» **WORK TASK**:
Set down again exactly the lines of the listing below that fall between the line holding "M1240 304 1271" and the line holding "M1071 391 1067 403 1015 419 1020 407Z", inclusive.

» **PROVIDED MATERIAL**:
= Beginning of Section =
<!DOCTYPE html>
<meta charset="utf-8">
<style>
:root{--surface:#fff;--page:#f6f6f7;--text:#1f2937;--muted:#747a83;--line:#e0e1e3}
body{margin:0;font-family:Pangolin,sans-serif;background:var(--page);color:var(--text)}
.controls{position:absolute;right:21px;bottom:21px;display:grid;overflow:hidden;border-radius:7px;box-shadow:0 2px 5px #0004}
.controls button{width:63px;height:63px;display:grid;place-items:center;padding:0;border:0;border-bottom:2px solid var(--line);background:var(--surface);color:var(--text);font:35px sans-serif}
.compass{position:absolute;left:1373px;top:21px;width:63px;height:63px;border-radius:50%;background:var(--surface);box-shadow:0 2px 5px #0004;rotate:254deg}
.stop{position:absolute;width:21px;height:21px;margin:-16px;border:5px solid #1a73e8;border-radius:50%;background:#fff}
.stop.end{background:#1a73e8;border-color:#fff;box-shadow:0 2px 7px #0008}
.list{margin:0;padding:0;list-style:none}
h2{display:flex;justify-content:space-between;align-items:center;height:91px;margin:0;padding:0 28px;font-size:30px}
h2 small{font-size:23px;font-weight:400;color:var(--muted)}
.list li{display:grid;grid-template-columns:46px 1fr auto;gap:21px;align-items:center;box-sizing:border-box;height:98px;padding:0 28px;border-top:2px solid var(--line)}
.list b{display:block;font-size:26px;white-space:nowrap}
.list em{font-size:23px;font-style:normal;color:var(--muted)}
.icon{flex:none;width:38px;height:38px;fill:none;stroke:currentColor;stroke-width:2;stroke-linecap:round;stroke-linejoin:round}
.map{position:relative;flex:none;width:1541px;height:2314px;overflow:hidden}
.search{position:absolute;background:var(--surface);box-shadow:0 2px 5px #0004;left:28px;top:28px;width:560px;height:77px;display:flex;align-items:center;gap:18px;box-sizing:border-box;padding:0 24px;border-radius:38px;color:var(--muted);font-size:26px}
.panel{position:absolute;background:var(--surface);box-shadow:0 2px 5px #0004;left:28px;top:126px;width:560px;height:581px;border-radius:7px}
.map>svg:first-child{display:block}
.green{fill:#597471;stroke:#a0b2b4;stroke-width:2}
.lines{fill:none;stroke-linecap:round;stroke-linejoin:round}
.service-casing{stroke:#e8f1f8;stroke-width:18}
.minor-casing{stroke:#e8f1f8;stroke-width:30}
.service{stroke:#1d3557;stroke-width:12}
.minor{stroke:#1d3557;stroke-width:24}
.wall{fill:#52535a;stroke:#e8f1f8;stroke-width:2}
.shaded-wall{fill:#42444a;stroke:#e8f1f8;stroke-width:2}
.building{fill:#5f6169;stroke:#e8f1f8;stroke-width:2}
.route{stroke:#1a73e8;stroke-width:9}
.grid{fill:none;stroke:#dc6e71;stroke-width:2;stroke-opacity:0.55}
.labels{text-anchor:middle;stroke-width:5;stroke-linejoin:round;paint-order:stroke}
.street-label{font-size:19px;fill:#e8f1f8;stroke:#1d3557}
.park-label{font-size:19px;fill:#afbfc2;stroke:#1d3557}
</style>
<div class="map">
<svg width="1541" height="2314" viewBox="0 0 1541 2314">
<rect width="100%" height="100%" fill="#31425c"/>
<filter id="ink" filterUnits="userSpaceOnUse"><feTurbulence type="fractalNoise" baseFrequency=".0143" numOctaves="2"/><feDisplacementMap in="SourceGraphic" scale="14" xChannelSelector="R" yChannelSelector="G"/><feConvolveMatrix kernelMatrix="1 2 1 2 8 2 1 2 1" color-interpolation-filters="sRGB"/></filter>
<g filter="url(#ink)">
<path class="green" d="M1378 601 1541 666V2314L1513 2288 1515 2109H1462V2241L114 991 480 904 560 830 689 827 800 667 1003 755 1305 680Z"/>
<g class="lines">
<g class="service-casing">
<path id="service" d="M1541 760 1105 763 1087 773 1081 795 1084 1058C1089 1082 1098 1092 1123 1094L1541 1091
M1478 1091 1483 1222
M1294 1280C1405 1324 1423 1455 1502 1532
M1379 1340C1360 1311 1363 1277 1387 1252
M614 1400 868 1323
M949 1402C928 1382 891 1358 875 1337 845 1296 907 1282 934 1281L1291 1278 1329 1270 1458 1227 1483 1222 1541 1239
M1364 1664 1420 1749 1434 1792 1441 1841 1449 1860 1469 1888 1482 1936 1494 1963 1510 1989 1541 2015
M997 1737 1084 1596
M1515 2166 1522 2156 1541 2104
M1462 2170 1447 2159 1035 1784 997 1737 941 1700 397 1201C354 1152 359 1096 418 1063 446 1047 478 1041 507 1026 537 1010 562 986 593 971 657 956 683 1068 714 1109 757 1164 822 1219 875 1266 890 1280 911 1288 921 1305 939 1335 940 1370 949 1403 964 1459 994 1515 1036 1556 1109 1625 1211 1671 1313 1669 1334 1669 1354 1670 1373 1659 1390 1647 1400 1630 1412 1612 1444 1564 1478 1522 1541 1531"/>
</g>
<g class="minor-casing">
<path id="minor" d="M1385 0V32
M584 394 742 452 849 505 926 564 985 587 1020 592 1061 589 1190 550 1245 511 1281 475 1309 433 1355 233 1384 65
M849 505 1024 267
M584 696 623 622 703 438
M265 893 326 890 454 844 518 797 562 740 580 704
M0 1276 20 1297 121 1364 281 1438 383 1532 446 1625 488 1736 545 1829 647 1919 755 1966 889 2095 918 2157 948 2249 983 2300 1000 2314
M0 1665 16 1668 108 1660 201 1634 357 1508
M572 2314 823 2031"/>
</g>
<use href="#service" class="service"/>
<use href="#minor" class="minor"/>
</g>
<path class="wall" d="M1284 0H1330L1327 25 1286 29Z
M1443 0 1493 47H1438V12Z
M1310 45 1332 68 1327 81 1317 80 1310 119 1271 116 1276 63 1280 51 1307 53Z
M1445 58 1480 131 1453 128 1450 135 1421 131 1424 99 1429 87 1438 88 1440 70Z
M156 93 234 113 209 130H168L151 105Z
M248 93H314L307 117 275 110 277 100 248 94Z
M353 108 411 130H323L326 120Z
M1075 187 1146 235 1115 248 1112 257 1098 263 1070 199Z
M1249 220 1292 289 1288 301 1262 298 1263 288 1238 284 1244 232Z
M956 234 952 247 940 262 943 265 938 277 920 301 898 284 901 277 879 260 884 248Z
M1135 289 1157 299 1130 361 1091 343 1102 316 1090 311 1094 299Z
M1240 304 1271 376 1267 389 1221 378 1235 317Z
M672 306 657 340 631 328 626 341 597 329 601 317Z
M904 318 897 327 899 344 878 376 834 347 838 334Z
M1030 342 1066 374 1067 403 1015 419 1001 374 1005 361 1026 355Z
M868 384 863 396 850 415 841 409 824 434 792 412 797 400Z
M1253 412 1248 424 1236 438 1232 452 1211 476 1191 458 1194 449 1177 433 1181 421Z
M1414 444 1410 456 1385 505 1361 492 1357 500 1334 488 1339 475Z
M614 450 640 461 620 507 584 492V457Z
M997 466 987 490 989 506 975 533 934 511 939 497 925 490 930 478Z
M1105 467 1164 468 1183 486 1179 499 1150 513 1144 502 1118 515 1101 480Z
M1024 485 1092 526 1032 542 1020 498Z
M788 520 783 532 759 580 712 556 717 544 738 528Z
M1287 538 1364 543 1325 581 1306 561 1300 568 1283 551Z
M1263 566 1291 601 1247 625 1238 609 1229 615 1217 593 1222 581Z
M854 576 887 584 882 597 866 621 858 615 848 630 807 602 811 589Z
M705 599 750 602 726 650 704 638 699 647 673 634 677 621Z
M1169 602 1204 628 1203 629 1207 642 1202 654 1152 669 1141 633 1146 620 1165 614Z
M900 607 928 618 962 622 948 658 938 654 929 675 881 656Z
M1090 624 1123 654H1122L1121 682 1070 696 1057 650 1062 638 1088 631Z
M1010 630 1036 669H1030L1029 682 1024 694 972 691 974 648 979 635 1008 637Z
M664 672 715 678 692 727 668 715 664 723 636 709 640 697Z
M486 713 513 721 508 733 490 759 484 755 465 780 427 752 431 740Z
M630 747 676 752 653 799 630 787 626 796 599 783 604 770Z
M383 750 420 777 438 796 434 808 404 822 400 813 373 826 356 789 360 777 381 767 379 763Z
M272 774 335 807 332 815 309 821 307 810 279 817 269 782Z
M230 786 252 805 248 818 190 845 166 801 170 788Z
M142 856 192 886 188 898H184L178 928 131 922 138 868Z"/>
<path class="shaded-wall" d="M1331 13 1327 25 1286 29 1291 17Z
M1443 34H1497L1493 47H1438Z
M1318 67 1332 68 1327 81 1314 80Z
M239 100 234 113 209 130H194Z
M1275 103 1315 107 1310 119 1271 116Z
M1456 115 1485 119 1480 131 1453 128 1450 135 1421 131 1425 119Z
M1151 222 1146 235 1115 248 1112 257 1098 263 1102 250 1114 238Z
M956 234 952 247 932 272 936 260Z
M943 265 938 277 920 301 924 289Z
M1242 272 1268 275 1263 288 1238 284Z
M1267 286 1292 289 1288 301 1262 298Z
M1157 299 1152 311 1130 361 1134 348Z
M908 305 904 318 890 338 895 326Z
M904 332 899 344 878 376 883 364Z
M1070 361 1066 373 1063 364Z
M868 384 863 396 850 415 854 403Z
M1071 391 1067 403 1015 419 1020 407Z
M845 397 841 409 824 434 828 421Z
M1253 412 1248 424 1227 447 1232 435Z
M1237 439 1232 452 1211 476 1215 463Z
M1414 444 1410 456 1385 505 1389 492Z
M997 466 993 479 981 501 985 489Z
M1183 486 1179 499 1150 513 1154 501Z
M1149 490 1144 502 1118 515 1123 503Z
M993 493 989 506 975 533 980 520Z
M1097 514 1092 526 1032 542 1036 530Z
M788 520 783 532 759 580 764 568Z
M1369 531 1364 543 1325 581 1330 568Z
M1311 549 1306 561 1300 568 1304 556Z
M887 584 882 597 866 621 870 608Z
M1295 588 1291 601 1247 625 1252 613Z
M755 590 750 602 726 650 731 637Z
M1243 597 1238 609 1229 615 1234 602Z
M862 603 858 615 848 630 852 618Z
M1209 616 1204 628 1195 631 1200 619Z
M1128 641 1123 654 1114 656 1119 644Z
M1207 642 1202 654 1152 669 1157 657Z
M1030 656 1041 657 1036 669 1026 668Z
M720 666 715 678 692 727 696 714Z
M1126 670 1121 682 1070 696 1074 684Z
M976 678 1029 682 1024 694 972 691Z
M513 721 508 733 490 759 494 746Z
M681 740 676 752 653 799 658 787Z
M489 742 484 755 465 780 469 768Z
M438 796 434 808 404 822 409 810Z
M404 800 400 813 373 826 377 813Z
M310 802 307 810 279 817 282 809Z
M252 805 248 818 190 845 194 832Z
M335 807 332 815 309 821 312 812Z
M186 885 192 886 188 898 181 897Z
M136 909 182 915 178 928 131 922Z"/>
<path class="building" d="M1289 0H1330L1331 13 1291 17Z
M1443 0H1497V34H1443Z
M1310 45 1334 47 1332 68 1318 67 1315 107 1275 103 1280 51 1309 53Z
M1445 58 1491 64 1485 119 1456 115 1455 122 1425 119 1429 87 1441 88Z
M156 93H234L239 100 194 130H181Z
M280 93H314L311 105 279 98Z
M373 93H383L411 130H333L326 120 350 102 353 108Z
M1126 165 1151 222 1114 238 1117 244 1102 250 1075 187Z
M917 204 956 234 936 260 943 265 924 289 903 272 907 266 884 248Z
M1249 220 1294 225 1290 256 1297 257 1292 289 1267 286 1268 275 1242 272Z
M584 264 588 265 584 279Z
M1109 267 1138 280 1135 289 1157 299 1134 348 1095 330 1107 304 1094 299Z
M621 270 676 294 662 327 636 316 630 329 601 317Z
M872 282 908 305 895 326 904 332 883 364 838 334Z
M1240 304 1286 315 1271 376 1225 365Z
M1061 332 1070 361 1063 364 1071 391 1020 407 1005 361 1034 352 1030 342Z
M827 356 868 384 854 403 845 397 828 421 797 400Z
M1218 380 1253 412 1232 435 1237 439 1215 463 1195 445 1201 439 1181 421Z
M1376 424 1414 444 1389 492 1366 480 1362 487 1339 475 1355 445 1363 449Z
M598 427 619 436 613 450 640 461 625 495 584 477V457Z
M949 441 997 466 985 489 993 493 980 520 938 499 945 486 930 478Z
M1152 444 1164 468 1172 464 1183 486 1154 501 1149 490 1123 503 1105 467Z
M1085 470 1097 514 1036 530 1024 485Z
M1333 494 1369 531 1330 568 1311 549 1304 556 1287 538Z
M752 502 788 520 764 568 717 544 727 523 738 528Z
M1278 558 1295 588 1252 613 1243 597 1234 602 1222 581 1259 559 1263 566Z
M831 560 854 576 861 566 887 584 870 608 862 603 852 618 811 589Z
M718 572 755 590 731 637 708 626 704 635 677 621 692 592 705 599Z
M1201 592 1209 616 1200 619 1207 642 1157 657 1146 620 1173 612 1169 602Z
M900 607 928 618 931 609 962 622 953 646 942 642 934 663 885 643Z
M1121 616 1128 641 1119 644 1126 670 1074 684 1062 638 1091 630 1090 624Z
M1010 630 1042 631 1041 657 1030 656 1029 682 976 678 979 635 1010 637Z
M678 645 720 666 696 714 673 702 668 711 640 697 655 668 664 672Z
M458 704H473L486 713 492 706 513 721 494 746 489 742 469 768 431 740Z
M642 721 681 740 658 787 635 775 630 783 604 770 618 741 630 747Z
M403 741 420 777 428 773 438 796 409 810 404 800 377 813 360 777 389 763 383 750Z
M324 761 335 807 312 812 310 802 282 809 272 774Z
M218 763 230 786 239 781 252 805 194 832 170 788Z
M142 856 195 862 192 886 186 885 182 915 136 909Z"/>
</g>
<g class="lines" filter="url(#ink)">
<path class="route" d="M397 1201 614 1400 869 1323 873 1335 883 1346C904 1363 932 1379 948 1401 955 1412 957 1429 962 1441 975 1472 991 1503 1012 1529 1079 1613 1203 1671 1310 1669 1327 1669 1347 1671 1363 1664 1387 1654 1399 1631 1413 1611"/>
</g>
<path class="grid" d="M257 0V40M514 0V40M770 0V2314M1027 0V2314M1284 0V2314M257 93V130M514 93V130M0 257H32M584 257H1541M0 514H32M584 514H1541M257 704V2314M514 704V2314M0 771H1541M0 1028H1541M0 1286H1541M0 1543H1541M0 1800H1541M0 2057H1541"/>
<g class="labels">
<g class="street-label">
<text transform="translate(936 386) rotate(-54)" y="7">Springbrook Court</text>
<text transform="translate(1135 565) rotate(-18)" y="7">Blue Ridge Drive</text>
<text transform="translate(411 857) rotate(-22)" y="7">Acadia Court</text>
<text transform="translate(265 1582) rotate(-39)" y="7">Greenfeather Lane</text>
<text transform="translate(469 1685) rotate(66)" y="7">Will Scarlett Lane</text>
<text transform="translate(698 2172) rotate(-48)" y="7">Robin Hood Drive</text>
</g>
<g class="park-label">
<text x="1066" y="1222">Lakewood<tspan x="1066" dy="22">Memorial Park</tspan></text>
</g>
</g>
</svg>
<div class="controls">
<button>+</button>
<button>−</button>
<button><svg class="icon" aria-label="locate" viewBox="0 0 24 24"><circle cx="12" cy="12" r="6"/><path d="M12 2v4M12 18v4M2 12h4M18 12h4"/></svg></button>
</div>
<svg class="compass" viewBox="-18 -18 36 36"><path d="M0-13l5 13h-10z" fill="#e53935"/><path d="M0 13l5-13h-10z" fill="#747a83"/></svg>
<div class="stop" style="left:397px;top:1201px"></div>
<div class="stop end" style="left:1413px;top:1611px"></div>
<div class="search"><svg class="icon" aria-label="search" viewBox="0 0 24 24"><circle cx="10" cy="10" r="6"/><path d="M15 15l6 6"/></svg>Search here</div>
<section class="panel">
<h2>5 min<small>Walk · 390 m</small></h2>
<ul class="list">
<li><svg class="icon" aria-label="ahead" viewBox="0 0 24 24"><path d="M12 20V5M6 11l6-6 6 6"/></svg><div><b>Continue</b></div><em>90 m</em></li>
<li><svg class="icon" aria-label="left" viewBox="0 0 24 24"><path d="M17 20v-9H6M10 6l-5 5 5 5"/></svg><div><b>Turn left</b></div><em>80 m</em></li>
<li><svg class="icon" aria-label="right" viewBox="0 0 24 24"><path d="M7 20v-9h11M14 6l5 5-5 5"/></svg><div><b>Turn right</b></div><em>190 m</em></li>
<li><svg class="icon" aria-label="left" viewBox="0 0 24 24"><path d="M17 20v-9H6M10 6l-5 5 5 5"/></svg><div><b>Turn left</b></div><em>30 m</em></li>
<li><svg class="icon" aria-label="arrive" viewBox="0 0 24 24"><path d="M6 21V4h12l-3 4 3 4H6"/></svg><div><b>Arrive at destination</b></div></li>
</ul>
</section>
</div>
= End of Section =
» **EXPECTED OUTPUT**:
M1240 304 1271 376 1267 389 1221 378 1235 317Z
M672 306 657 340 631 328 626 341 597 329 601 317Z
M904 318 897 327 899 344 878 376 834 347 838 334Z
M1030 342 1066 374 1067 403 1015 419 1001 374 1005 361 1026 355Z
M868 384 863 396 850 415 841 409 824 434 792 412 797 400Z
M1253 412 1248 424 1236 438 1232 452 1211 476 1191 458 1194 449 1177 433 1181 421Z
M1414 444 1410 456 1385 505 1361 492 1357 500 1334 488 1339 475Z
M614 450 640 461 620 507 584 492V457Z
M997 466 987 490 989 506 975 533 934 511 939 497 925 490 930 478Z
M1105 467 1164 468 1183 486 1179 499 1150 513 1144 502 1118 515 1101 480Z
M1024 485 1092 526 1032 542 1020 498Z
M788 520 783 532 759 580 712 556 717 544 738 528Z
M1287 538 1364 543 1325 581 1306 561 1300 568 1283 551Z
M1263 566 1291 601 1247 625 1238 609 1229 615 1217 593 1222 581Z
M854 576 887 584 882 597 866 621 858 615 848 630 807 602 811 589Z
M705 599 750 602 726 650 704 638 699 647 673 634 677 621Z
M1169 602 1204 628 1203 629 1207 642 1202 654 1152 669 1141 633 1146 620 1165 614Z
M900 607 928 618 962 622 948 658 938 654 929 675 881 656Z
M1090 624 1123 654H1122L1121 682 1070 696 1057 650 1062 638 1088 631Z
M1010 630 1036 669H1030L1029 682 1024 694 972 691 974 648 979 635 1008 637Z
M664 672 715 678 692 727 668 715 664 723 636 709 640 697Z
M486 713 513 721 508 733 490 759 484 755 465 780 427 752 431 740Z
M630 747 676 752 653 799 630 787 626 796 599 783 604 770Z
M383 750 420 777 438 796 434 808 404 822 400 813 373 826 356 789 360 777 381 767 379 763Z
M272 774 335 807 332 815 309 821 307 810 279 817 269 782Z
M230 786 252 805 248 818 190 845 166 801 170 788Z
M142 856 192 886 188 898H184L178 928 131 922 138 868Z"/>
<path class="shaded-wall" d="M1331 13 1327 25 1286 29 1291 17Z
M1443 34H1497L1493 47H1438Z
M1318 67 1332 68 1327 81 1314 80Z
M239 100 234 113 209 130H194Z
M1275 103 1315 107 1310 119 1271 116Z
M1456 115 1485 119 1480 131 1453 128 1450 135 1421 131 1425 119Z
M1151 222 1146 235 1115 248 1112 257 1098 263 1102 250 1114 238Z
M956 234 952 247 932 272 936 260Z
M943 265 938 277 920 301 924 289Z
M1242 272 1268 275 1263 288 1238 284Z
M1267 286 1292 289 1288 301 1262 298Z
M1157 299 1152 311 1130 361 1134 348Z
M908 305 904 318 890 338 895 326Z
M904 332 899 344 878 376 883 364Z
M1070 361 1066 373 1063 364Z
M868 384 863 396 850 415 854 403Z
M1071 391 1067 403 1015 419 1020 407Z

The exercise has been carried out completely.